═════ DATA SUPPLIED ═════

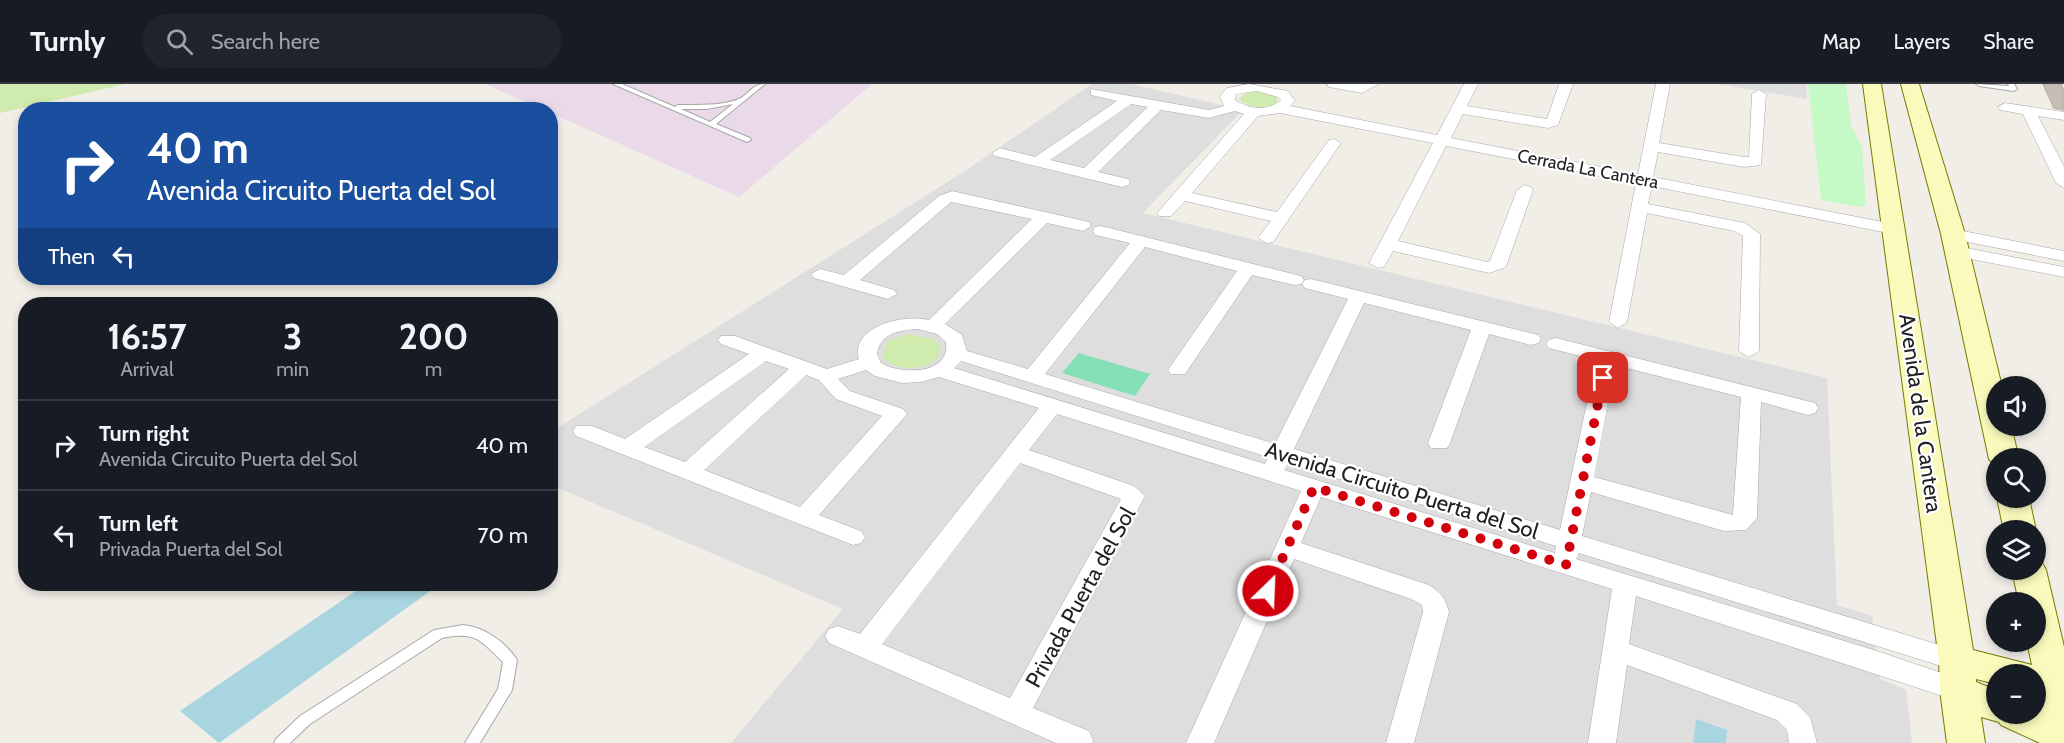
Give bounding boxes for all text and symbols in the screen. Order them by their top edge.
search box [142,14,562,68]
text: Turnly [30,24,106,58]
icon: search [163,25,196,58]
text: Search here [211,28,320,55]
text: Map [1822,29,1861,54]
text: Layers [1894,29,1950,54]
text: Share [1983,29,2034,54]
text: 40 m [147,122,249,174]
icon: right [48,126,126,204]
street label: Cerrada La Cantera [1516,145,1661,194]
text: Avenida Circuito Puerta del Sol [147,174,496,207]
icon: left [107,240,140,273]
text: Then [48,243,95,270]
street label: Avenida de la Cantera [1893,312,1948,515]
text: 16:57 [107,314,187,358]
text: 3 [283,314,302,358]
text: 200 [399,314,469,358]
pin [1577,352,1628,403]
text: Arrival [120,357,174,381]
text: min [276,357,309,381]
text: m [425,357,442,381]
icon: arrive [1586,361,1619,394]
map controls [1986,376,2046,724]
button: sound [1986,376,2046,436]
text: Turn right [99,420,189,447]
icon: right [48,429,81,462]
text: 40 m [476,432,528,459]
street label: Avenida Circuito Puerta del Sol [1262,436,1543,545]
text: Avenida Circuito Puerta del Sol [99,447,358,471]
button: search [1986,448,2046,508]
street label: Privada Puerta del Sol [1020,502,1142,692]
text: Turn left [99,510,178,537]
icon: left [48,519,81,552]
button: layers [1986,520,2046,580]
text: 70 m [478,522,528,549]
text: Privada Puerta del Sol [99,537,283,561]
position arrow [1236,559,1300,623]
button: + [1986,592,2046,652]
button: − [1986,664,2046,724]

═════
═════ DATA SUPPLIED ═════

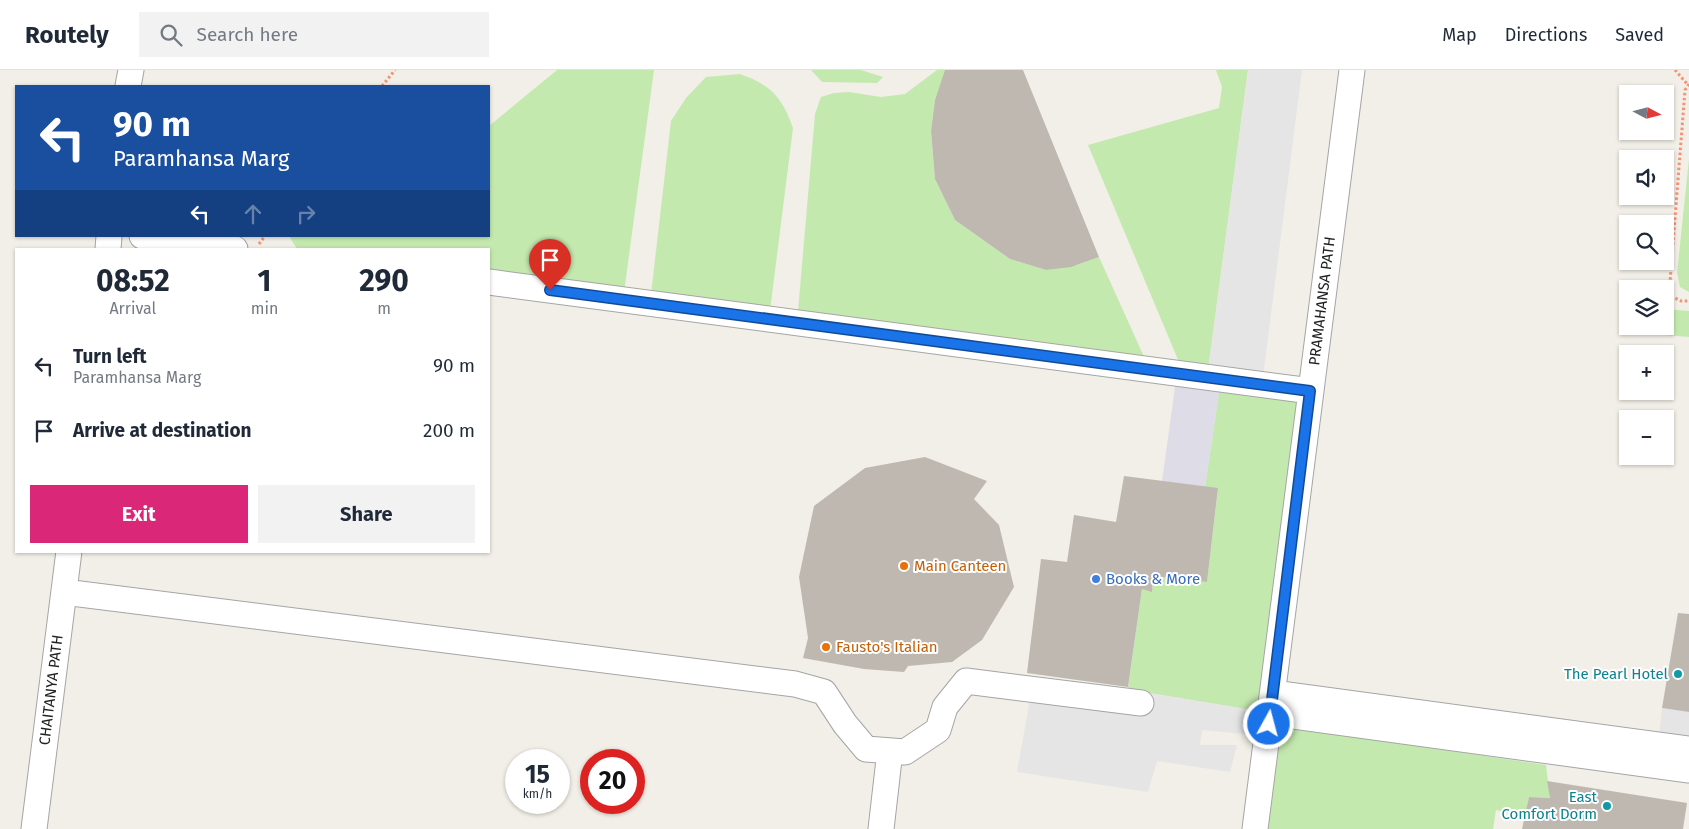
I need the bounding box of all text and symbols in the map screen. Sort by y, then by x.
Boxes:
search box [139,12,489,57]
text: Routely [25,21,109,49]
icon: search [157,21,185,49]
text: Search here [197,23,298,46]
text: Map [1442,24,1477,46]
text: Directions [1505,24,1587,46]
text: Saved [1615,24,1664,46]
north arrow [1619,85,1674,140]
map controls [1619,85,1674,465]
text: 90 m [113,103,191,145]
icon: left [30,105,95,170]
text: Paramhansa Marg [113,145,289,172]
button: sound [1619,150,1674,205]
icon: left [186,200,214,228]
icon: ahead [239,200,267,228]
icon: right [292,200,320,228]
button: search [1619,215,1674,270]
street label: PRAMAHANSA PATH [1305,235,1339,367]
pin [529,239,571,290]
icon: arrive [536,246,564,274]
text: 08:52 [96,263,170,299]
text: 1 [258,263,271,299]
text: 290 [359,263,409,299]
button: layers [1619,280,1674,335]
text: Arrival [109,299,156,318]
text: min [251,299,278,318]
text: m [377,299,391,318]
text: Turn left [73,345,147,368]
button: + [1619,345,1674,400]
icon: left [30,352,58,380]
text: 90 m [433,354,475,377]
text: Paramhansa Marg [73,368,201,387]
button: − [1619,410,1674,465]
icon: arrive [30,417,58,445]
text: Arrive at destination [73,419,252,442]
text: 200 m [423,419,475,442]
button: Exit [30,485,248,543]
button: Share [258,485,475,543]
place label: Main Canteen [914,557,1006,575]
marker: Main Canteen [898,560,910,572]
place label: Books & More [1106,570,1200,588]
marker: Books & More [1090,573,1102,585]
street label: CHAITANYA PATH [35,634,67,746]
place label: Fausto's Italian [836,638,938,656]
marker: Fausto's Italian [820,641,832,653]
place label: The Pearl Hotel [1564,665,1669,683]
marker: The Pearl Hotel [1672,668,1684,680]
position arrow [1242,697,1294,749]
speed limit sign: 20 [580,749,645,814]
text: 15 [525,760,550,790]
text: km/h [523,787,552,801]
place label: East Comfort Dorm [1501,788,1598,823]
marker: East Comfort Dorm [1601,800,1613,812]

═════

DIRECTIONS FOR THIS TASK
Take each line above that holds the string "Paramhansa" and copy it.

EXERCISE RESPONSE
text: Paramhansa Marg [113,145,289,172]
text: Paramhansa Marg [73,368,201,387]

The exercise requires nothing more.